The conductor vibrations on overhead power lines which are affected by low frequency modes (mostly between 0.2 -3.5Hz), are mostly caused by galloping (instability caused by non symmetric ice accretion). These vibrations are responsible for frequent electrical flashovers due to the reduction of conductor interphase spacing, and are also a significant cause of conductor fatigue. There are several passive control strategies for such systems, e.g. torsional dampers and interphase spacers (Diana et al, Review of Galloping Control Methods, Task Force on Galloping, 2000). Such systems are mainly tuned to a targeted modes (as tuned mass dampers) and they lose their efficiency elsewhere.

The project aims at using the nonlinear energy sink (NES) technology (Vakakis et al, Springer, 2009) for damping out low frequency vibrations on power lines caused by galloping.

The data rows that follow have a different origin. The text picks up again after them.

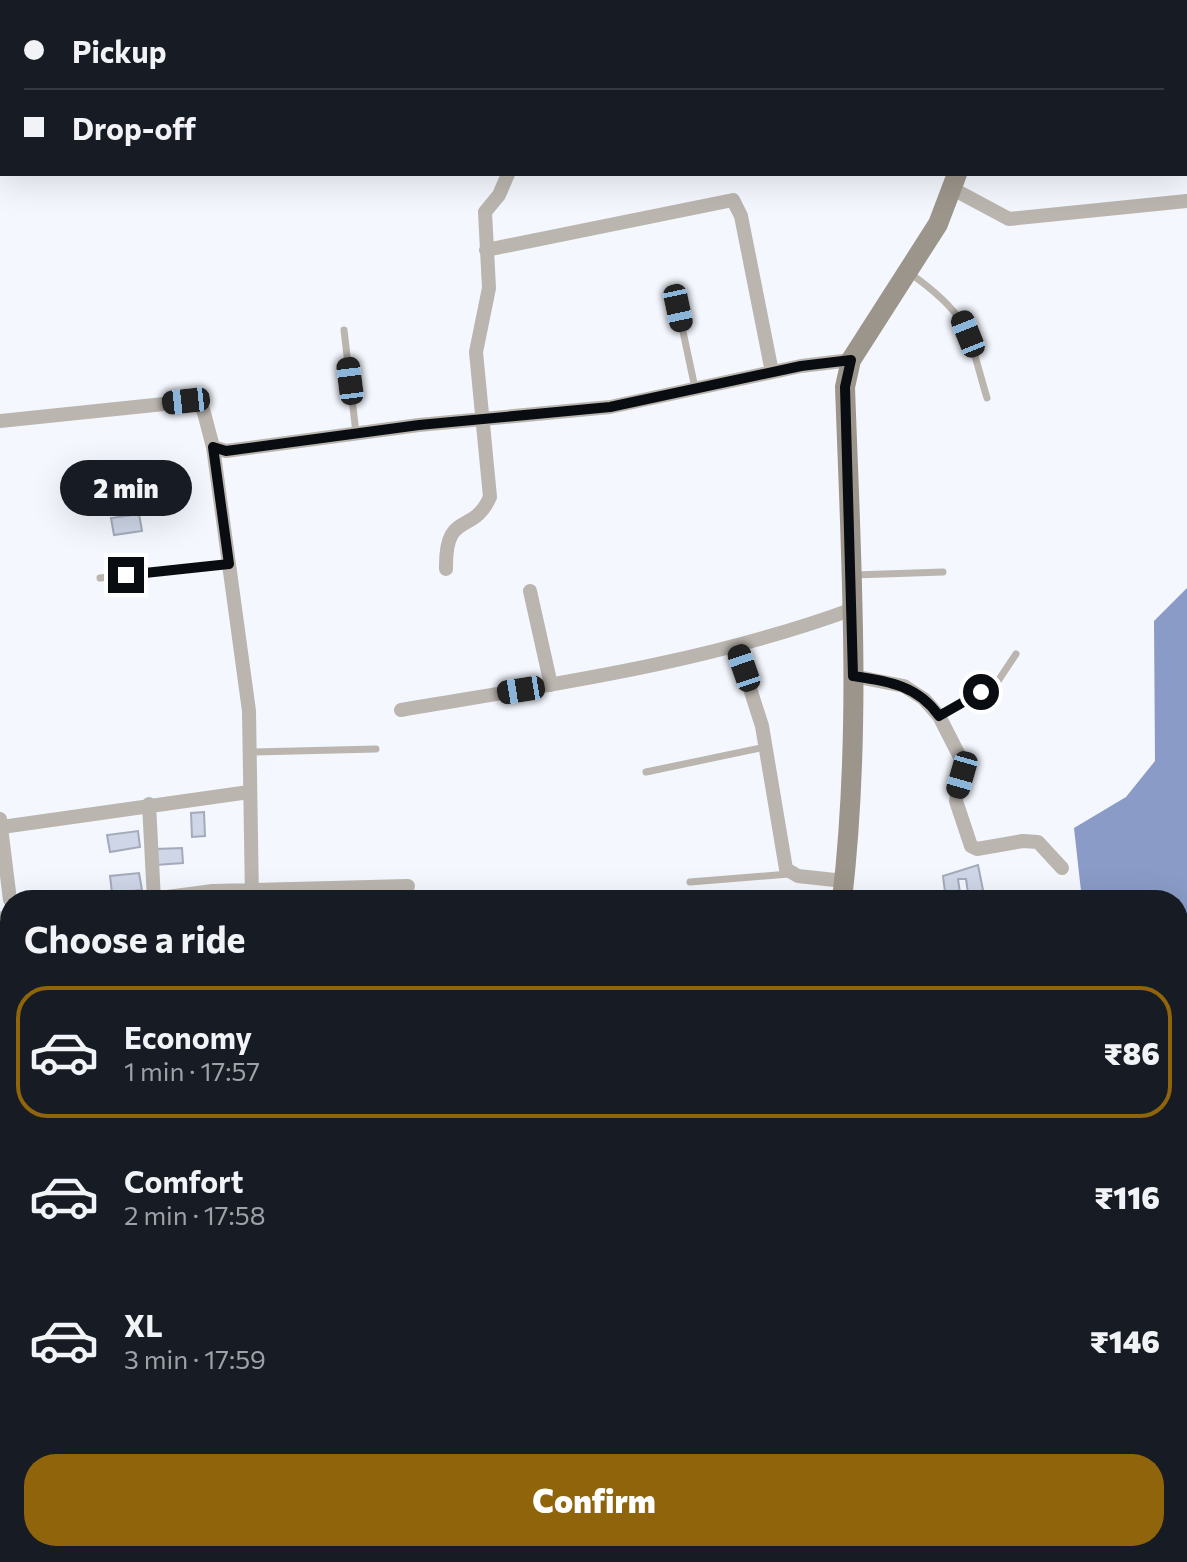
<!DOCTYPE html>
<html lang="en">
<head>
<meta charset="utf-8">
<style>
	body { margin:0; font-family:Commissioner,sans-serif; background:#20242c; color:#f1f3f6; height:100vh; display:flex; flex-direction:column; font-size:30px; white-space:nowrap }
	* { box-sizing:border-box; margin:0 }
	p { font-size:26px; color:#9ea1a6 }
	.icon { flex:none; width:44px; height:44px; fill:none; stroke:currentColor; stroke-width:2; stroke-linecap:round; stroke-linejoin:round }
	.map { position:relative; flex:1; overflow:hidden }
	.details { position:absolute; left:0px; top:890px; width:1188px; height:672px; display:flex; flex-direction:column; background:#171b24; border-radius:32px 32px 0 0; box-shadow:0 8px 32px #0002 }
	.details>* { flex:none }
	.top-card { position:absolute; left:0px; top:0px; width:1188px; height:176px; box-shadow:0 8px 32px #0002; display:grid; align-content:center; height:176px; padding:0 24px; background:#171b24 }
	.end { position:absolute; width:36px; height:36px; margin:-18px; border:10px solid #090c11; background:#fff; box-shadow:0 0 0 4px #fff }
	.from { border-radius:50% }
	.bubble { position:absolute; height:56px; border-radius:28px; background:#171b24; box-shadow:0 8px 32px #0002; font-size:26px; font-weight:800; line-height:56px; text-align:center }
	.car { position:absolute; width:24px; height:48px; margin:-24px -12px; border-radius:10px; box-shadow:0 0 6px 2px #0007; background:linear-gradient(#222 24%,#8ab4d8 0 40%,#222 0 76%,#8ab4d8 0 86%,#222 0) }
	.top-card b { display:flex; align-items:center; gap:28px; height:76px; font-size:30px }
	.top-card b+b { border-top:2px solid #363941 }
	.top-card i { width:20px; height:20px; background:#f1f3f6 }
	ul { padding:0; list-style:none }
	li { display:flex; align-items:center; gap:24px; height:132px; margin:0 16px 12px; padding:0 8px; border:4px solid transparent; border-radius:32px }
	li div { flex:1 }
	li b { display:block; font-size:30px }
	li em { font-style:normal; font-weight:800 }
	li.active { border-color:#8f640a }
	li>.icon { width:72px; height:72px; stroke-width:1.5 }
	h2 { padding:0 24px; font-size:36px; line-height:96px }
	.primary-button { display:flex; gap:16px; margin-top:auto; padding:16px 24px }
	.primary-button a { flex:1; height:92px; border-radius:32px; background:#8f640a; color:#fff; font-size:32px; font-weight:800; line-height:92px; text-align:center }
	.map>svg:first-child { display:block }
</style>
</head>
<body>
<div class="map">
<svg width="1187" height="1562" viewBox="0 0 1187 1562">
	<rect width="100%" height="100%" fill="#f4f7fe"/>
	<path fill="#e8eefd" d="M333,1552H774L772,1562H332Z"/>
	<path fill="#8a9bc7" d="M1187,588V1068L1178,1067V900H1082L1074,828L1126,797L1155,761L1154,621Z"/>
	<path fill="#ced6e7" stroke="#a3aaba" stroke-width="2" d="M139,514L142,531L114,535L111,518Z
		M204,812L205,836L192,837L191,813Z
		M138,831L140,847L110,852L107,835Z
		M182,848L183,863L156,865L155,849Z
		M978,865L985,900H969L966,879H958L961,900H946L943,876Z
		M139,873L142,890L112,893L110,876Z"/>
	<g fill="none" stroke-linecap="round" stroke-linejoin="round">
		<path stroke="#bab5ae" stroke-width="7" d="M90,0V2
			M686,0V2
			M793,2V0
			M911,274C971,317 967,331 987,398
			M678,308L695,388
			M344,330L356,433
			M854,575L943,572
			M100,578L229,564
			M939,716L996,684L1016,654
			M250,752L376,749
			M646,772L765,747
			M690,882L789,874
			M0,915L10,913
			M0,1028L10,1035
			M346,1552L349,1562
			M515,1562L516,1552
			M604,1562L605,1552"/>
		<path stroke="#bab5ae" stroke-width="14" d="M545,0V2
			M68,2L72,0
			M949,2L965,0
			M0,39L2,38
			M1186,66H1187
			M953,189L1009,219L1187,201
			M486,250L733,200L741,216L772,372
			M0,421L193,401L203,409L213,447L226,451L419,425L610,407L801,366L851,360
			M213,447L249,711L252,900
			M446,569C445,509 473,536 490,497L476,352L489,288L485,212L499,195L508,174
			M530,591L551,685
			M737,648L762,726L786,869L798,876L844,881
			M853,676L904,686L924,699L939,716L962,761L956,801L971,846L977,849L1023,841L1038,842L1062,868
			M401,710C555,684 706,663 853,609
			M149,804L154,900
			M0,819L10,900
			M2,827L249,792
			M144,900L213,891L408,886
			M1178,1220L1187,1222
			M0,1364L10,1362
			M0,1433L10,1431
			M56,1552L58,1562
			M111,1552L112,1562
			M266,1552V1562
			M838,1552L876,1557"/>
		<path stroke="#9c958b" stroke-width="20" d="M1010,2L1011,0
			M842,900C862,730 851,558 845,387L851,360L938,224L957,174
			M786,1562L788,1552"/>
	</g>
	<g fill="none" stroke-linecap="round" stroke-linejoin="round">
		<path stroke="#090c11" stroke-width="10" d="M126,575L229,564L213,447L226,451L419,425L610,407L801,366L851,360L845,387L853,676C887,681 918,685 939,716L981,692"/>
	</g>
</svg>
<i class="end from" style="left:981px;top:692px"></i>
<i class="end" style="left:126px;top:575px"></i>
<div class="bubble" style="left:60px;top:460px;width:132px">2 min</div>
<i class="car" style="left:678px;top:308px;rotate:168deg"></i>
<i class="car" style="left:968px;top:334px;rotate:338deg"></i>
<i class="car" style="left:350px;top:381px;rotate:353deg"></i>
<i class="car" style="left:186px;top:401px;rotate:264deg"></i>
<i class="car" style="left:744px;top:668px;rotate:341deg"></i>
<i class="car" style="left:521px;top:690px;rotate:261deg"></i>
<i class="car" style="left:962px;top:775px;rotate:196deg"></i>
<div class="top-card">
<b><i class="from"></i>Pickup</b>
<b><i></i>Drop-off</b>
</div>
<section class="details">
<h2>Choose a ride</h2>
<ul>
<li class="active"><svg class="icon" aria-label="car" viewBox="0 0 24 24"><path d="M5 17H2v-5l4-1 3-4h7l3 4 3 1v5h-3M9 17h6M6 11h13"/><circle cx="7" cy="17" r="2"/><circle cx="17" cy="17" r="2"/></svg><div><b>Economy</b><p>1 min · 17:57</p></div><em>₹86</em></li>
<li><svg class="icon" aria-label="car" viewBox="0 0 24 24"><path d="M5 17H2v-5l4-1 3-4h7l3 4 3 1v5h-3M9 17h6M6 11h13"/><circle cx="7" cy="17" r="2"/><circle cx="17" cy="17" r="2"/></svg><div><b>Comfort</b><p>2 min · 17:58</p></div><em>₹116</em></li>
<li><svg class="icon" aria-label="car" viewBox="0 0 24 24"><path d="M5 17H2v-5l4-1 3-4h7l3 4 3 1v5h-3M9 17h6M6 11h13"/><circle cx="7" cy="17" r="2"/><circle cx="17" cy="17" r="2"/></svg><div><b>XL</b><p>3 min · 17:59</p></div><em>₹146</em></li>
</ul>
<div class="primary-button"><a>Confirm</a></div>
</section>
</div>
</body>
</html>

The NES does not modify linear frequencies of main systems, and its validity covers larger frequency ranges (with respect to corresponding linear absorbers).

To the knowledge of authors, the NES technology has not been implemented for such systems.

The objective is to prepare "design tools" for tuning parameters of the NES with tailored nonlinearity for one way energy triggering of vibrations induced by galloping and also (as a secondary goal) controlling higher frequency modes.

The project gathers three research teams which are complementary to each other:

- ENTPE/LTDS: different aspects of nonlinear dynamics, NES technology: modeling and identification.

- Univ Sherbrooke: overhead transmission lines, modeling of damping systems, dynamic experimental tests.

- Polytechnique Montréal: finite element modeling, cable dynamics.